The BOJ kept its policy interest rates and asset purchases unchanged, while finalizing details of a lending program Governor Haruhiko Kuroda instructed his staff to put together last month.
The yen strengthened a touch against the dollar after the decision, moving from around 107.71 against the greenback to around 107.56. The Nikkei 225 stock index gave up its early gains following the announcement.
The decision comes shortly after a government report showed core consumer prices turned negative for the first time since 2016, deepening concern over a possible re-emergence of deflation and indicating further BOJ action may be needed down the road.
For now, the central bank’s focus has shifted to preventing bankruptcies, saving jobs and preventing an economic recession from turning into a financial crisis.

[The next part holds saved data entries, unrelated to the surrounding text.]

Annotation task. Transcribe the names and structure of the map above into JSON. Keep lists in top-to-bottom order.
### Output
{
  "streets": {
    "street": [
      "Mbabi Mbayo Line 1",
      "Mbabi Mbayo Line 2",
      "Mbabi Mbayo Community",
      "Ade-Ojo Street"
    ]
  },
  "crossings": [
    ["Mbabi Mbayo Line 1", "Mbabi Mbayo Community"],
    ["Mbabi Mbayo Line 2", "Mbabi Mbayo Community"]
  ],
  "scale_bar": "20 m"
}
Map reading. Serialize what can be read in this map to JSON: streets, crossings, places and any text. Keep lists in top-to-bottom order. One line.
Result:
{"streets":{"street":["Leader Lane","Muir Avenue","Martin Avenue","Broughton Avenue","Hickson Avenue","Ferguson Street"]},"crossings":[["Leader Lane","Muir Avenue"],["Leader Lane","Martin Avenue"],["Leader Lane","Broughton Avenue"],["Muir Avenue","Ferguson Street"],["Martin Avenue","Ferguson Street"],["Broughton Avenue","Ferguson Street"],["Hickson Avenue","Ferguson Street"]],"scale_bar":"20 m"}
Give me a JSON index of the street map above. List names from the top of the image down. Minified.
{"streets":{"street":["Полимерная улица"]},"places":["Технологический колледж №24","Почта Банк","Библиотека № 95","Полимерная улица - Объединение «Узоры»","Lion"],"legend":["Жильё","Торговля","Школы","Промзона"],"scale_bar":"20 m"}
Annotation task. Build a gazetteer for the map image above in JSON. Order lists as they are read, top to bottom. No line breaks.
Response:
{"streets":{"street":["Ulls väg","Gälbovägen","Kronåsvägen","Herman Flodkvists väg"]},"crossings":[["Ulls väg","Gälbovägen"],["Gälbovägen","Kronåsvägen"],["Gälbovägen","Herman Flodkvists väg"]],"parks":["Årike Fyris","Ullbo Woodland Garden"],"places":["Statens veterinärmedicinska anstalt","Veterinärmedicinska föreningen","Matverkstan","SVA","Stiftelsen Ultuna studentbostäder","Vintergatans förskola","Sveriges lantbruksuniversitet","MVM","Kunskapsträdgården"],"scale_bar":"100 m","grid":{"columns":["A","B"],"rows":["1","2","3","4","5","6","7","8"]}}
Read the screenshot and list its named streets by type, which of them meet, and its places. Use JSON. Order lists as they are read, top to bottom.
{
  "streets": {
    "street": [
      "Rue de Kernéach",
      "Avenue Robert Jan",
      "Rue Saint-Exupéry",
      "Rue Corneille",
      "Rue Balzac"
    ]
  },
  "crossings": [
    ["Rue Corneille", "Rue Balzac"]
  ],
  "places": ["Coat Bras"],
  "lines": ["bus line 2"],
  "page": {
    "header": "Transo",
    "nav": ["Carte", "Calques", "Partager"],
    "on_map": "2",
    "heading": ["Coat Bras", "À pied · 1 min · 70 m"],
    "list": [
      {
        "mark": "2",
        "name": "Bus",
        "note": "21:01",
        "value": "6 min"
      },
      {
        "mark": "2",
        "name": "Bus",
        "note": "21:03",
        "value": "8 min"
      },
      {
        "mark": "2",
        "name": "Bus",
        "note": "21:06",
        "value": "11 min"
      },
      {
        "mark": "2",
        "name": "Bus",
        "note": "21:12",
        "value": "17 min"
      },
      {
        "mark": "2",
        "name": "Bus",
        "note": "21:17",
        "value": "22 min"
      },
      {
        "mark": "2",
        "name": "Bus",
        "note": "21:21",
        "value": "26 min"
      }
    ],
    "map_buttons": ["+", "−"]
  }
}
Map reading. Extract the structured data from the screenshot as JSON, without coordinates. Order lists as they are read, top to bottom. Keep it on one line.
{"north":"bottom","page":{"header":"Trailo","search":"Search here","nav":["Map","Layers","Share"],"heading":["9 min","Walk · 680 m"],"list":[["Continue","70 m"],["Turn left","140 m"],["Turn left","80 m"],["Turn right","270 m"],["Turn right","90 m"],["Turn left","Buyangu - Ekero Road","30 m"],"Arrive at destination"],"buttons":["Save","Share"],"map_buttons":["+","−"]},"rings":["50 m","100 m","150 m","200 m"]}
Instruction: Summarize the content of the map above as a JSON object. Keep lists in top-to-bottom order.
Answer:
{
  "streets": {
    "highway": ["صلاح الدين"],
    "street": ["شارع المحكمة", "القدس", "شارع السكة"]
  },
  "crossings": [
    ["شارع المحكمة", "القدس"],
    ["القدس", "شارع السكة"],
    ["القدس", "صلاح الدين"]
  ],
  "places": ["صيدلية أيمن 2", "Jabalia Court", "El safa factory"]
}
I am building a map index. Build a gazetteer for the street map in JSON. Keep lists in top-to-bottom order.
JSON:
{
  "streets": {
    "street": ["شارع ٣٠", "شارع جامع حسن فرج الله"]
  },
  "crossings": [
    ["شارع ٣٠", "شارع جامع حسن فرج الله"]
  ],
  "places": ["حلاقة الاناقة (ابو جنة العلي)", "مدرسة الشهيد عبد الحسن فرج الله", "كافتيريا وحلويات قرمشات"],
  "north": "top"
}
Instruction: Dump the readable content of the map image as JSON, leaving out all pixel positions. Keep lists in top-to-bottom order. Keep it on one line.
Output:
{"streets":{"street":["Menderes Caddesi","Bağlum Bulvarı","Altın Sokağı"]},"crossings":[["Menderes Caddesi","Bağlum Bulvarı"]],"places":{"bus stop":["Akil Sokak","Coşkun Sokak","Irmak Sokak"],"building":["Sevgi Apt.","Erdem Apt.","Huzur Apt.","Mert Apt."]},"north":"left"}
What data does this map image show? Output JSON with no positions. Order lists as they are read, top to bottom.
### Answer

“The lending program shows the BOJ’s priority is corporate financing now,” Takahiro Sekido, a former BOJ official who is now a strategist at MUFG Bank Ltd., said before the decision. “This kind of measure may not be shocking for the market, but it will probably be appreciated by banks and support businesses.”
The program, worth about 30 trillion yen, won’t offer direct assistance to businesses like the Federal Reserve’s Main Street Lending Program. Instead, it funnels money to companies via commercial banks and other financial institutions.The facility encourages lending to companies by providing free loans to financial institutions and then paying them 0.1% interest on the amount they in turn lend out.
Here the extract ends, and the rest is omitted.